*Task requirements*. Return the lines from the start of the data through the line with "For a GIS import: What". Include both of those lines and no others.

*Information*.
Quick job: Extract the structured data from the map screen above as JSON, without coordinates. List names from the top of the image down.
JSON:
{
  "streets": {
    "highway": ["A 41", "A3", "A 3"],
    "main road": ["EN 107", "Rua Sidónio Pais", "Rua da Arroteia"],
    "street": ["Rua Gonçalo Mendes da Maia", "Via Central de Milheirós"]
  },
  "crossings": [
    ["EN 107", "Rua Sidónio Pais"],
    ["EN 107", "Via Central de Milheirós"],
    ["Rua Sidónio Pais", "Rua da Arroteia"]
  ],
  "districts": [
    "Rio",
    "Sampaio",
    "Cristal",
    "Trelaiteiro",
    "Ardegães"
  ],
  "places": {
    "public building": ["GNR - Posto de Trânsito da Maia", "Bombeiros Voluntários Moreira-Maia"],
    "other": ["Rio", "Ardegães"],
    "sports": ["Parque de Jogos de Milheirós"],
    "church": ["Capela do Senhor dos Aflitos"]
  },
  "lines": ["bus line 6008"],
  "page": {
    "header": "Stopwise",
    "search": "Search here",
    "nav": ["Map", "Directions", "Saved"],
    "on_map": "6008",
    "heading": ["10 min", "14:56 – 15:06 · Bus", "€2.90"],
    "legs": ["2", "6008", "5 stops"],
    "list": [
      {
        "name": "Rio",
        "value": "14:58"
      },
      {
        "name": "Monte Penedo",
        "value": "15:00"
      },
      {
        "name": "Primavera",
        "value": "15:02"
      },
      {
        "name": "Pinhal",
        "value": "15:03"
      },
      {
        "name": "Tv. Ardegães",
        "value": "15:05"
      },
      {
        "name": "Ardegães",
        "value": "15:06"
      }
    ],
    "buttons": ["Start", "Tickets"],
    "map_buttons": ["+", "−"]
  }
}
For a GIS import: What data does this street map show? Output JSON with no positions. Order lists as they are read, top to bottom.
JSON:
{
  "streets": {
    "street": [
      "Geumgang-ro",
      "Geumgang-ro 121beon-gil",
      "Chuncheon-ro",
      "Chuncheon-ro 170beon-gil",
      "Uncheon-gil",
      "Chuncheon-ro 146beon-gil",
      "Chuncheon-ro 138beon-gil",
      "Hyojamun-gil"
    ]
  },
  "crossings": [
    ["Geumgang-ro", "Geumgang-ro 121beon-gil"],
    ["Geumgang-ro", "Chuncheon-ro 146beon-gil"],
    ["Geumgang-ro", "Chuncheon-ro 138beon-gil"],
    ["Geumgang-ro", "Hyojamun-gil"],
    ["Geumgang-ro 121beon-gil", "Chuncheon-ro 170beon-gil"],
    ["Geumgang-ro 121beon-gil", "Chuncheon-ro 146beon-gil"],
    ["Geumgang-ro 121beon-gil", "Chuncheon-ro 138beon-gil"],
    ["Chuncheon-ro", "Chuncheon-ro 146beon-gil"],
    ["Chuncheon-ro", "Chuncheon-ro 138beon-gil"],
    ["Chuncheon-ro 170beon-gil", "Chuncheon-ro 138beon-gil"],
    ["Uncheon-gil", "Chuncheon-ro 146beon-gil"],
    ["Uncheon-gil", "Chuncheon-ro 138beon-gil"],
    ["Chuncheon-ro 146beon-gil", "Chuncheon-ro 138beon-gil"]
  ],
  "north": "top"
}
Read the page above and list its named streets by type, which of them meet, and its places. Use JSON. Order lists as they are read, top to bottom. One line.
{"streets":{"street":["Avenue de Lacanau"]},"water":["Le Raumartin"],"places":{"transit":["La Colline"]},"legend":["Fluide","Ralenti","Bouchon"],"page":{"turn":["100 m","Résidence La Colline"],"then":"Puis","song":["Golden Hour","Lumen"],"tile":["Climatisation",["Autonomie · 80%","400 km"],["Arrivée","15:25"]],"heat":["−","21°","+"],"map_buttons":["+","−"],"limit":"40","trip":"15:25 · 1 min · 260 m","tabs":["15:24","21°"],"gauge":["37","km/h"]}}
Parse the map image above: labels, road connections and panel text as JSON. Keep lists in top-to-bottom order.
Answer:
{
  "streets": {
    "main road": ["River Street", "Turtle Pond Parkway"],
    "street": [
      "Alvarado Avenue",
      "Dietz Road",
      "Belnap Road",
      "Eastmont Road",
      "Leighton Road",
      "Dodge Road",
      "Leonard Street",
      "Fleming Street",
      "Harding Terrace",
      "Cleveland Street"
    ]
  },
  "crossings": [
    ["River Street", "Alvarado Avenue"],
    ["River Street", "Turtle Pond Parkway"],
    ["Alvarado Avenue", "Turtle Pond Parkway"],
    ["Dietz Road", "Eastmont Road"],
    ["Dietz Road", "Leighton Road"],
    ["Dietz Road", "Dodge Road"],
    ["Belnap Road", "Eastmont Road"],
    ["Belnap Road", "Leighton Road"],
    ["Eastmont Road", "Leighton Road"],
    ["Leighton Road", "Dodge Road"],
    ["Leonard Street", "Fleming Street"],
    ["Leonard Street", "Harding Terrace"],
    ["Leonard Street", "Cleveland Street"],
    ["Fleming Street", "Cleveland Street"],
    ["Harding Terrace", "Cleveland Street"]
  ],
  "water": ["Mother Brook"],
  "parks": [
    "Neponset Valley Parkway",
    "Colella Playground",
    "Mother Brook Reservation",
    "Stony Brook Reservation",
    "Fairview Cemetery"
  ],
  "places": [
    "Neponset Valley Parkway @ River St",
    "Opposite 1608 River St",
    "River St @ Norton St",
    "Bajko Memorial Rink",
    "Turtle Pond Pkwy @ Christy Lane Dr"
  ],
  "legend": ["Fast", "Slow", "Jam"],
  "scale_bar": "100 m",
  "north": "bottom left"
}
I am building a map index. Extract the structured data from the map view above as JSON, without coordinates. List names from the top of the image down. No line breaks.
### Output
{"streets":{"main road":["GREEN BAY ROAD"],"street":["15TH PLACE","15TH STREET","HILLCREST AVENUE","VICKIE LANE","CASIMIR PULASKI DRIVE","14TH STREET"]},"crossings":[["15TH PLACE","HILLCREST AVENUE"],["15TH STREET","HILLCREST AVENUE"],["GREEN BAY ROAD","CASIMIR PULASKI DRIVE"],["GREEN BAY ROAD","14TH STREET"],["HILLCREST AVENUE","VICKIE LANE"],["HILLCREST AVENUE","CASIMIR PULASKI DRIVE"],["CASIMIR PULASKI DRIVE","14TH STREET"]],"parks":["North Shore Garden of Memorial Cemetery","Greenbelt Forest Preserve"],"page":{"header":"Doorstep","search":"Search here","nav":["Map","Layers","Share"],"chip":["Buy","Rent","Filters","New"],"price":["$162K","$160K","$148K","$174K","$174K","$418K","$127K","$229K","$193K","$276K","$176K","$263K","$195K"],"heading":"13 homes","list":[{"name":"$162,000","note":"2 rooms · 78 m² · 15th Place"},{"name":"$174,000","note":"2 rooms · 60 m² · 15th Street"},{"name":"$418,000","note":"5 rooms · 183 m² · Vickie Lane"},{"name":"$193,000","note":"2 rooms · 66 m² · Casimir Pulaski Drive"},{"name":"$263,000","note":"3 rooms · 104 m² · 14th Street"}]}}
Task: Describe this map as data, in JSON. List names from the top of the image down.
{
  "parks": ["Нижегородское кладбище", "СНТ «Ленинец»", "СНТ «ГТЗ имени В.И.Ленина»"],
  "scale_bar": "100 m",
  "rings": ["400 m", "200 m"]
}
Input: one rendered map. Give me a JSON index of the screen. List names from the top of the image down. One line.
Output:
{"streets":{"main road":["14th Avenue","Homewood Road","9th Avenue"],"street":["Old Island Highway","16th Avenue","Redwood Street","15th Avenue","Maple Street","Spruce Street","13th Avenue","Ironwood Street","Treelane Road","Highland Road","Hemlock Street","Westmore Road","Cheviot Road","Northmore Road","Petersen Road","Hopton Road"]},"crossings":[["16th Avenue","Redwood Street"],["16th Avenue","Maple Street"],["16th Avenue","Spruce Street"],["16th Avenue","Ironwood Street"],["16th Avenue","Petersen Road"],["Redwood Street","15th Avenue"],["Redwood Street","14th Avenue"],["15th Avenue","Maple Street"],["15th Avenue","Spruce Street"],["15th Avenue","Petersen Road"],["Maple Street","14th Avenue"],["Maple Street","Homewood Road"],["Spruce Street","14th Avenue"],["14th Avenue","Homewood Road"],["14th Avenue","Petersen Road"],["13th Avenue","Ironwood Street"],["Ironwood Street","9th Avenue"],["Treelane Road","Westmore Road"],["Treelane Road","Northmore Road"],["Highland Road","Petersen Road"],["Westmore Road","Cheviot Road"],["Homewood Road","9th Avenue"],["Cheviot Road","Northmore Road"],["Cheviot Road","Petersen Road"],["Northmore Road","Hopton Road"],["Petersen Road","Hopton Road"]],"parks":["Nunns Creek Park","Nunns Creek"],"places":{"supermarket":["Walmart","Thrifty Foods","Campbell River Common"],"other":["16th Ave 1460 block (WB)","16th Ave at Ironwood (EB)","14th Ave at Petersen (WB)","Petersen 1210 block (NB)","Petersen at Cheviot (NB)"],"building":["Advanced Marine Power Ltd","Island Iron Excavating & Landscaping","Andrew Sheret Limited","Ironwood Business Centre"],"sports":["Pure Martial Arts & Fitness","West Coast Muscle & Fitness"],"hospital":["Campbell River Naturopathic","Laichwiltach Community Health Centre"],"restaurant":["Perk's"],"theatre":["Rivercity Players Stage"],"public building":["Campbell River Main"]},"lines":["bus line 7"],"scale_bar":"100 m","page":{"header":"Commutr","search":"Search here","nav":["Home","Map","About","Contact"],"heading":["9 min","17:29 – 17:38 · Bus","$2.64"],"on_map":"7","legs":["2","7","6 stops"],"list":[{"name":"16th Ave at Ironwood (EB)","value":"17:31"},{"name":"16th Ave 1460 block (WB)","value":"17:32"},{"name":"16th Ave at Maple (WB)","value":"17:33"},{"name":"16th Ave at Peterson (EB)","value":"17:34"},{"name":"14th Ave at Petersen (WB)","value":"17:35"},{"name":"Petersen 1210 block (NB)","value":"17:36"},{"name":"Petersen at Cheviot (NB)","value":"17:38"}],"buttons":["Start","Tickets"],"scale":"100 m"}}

*Exercise result*.
Quick job: Extract the structured data from the map screen above as JSON, without coordinates. List names from the top of the image down.
JSON:
{
  "streets": {
    "highway": ["A 41", "A3", "A 3"],
    "main road": ["EN 107", "Rua Sidónio Pais", "Rua da Arroteia"],
    "street": ["Rua Gonçalo Mendes da Maia", "Via Central de Milheirós"]
  },
  "crossings": [
    ["EN 107", "Rua Sidónio Pais"],
    ["EN 107", "Via Central de Milheirós"],
    ["Rua Sidónio Pais", "Rua da Arroteia"]
  ],
  "districts": [
    "Rio",
    "Sampaio",
    "Cristal",
    "Trelaiteiro",
    "Ardegães"
  ],
  "places": {
    "public building": ["GNR - Posto de Trânsito da Maia", "Bombeiros Voluntários Moreira-Maia"],
    "other": ["Rio", "Ardegães"],
    "sports": ["Parque de Jogos de Milheirós"],
    "church": ["Capela do Senhor dos Aflitos"]
  },
  "lines": ["bus line 6008"],
  "page": {
    "header": "Stopwise",
    "search": "Search here",
    "nav": ["Map", "Directions", "Saved"],
    "on_map": "6008",
    "heading": ["10 min", "14:56 – 15:06 · Bus", "€2.90"],
    "legs": ["2", "6008", "5 stops"],
    "list": [
      {
        "name": "Rio",
        "value": "14:58"
      },
      {
        "name": "Monte Penedo",
        "value": "15:00"
      },
      {
        "name": "Primavera",
        "value": "15:02"
      },
      {
        "name": "Pinhal",
        "value": "15:03"
      },
      {
        "name": "Tv. Ardegães",
        "value": "15:05"
      },
      {
        "name": "Ardegães",
        "value": "15:06"
      }
    ],
    "buttons": ["Start", "Tickets"],
    "map_buttons": ["+", "−"]
  }
}
For a GIS import: What data does this street map show? Output JSON with no positions. Order lists as they are read, top to bottom.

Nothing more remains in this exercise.